## ABOUT THIS TASK
Return the records, each one exactly as written.

---------- MATERIAL PROVIDED ----------

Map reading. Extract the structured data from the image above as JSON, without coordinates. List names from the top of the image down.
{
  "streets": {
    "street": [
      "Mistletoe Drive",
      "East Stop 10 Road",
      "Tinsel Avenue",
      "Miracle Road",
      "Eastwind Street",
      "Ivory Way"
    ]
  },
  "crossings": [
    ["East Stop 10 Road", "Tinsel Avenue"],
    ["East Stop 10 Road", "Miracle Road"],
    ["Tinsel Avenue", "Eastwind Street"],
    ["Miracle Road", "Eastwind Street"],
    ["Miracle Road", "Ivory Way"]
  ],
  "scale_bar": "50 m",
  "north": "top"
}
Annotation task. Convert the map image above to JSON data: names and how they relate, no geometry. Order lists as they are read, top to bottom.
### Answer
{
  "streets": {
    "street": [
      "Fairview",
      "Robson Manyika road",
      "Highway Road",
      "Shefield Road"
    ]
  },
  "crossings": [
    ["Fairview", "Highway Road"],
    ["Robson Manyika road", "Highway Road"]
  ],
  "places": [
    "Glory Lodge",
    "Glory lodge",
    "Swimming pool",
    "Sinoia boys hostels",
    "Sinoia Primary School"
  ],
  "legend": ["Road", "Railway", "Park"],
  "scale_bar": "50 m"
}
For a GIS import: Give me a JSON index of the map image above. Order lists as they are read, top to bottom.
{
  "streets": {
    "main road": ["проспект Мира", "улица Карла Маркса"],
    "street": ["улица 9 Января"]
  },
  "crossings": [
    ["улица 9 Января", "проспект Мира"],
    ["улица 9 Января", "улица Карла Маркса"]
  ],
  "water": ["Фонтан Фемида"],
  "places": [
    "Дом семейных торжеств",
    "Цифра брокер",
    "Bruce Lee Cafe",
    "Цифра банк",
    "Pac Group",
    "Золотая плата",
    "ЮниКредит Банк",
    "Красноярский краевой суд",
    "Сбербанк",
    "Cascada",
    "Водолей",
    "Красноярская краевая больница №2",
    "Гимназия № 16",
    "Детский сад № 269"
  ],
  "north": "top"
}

----------

## WORKED SOLUTION
Map reading. Extract the structured data from the image above as JSON, without coordinates. List names from the top of the image down.
{
  "streets": {
    "street": [
      "Mistletoe Drive",
      "East Stop 10 Road",
      "Tinsel Avenue",
      "Miracle Road",
      "Eastwind Street",
      "Ivory Way"
    ]
  },
  "crossings": [
    ["East Stop 10 Road", "Tinsel Avenue"],
    ["East Stop 10 Road", "Miracle Road"],
    ["Tinsel Avenue", "Eastwind Street"],
    ["Miracle Road", "Eastwind Street"],
    ["Miracle Road", "Ivory Way"]
  ],
  "scale_bar": "50 m",
  "north": "top"
}
Annotation task. Convert the map image above to JSON data: names and how they relate, no geometry. Order lists as they are read, top to bottom.
### Answer
{
  "streets": {
    "street": [
      "Fairview",
      "Robson Manyika road",
      "Highway Road",
      "Shefield Road"
    ]
  },
  "crossings": [
    ["Fairview", "Highway Road"],
    ["Robson Manyika road", "Highway Road"]
  ],
  "places": [
    "Glory Lodge",
    "Glory lodge",
    "Swimming pool",
    "Sinoia boys hostels",
    "Sinoia Primary School"
  ],
  "legend": ["Road", "Railway", "Park"],
  "scale_bar": "50 m"
}
For a GIS import: Give me a JSON index of the map image above. Order lists as they are read, top to bottom.
{
  "streets": {
    "main road": ["проспект Мира", "улица Карла Маркса"],
    "street": ["улица 9 Января"]
  },
  "crossings": [
    ["улица 9 Января", "проспект Мира"],
    ["улица 9 Января", "улица Карла Маркса"]
  ],
  "water": ["Фонтан Фемида"],
  "places": [
    "Дом семейных торжеств",
    "Цифра брокер",
    "Bruce Lee Cafe",
    "Цифра банк",
    "Pac Group",
    "Золотая плата",
    "ЮниКредит Банк",
    "Красноярский краевой суд",
    "Сбербанк",
    "Cascada",
    "Водолей",
    "Красноярская краевая больница №2",
    "Гимназия № 16",
    "Детский сад № 269"
  ],
  "north": "top"
}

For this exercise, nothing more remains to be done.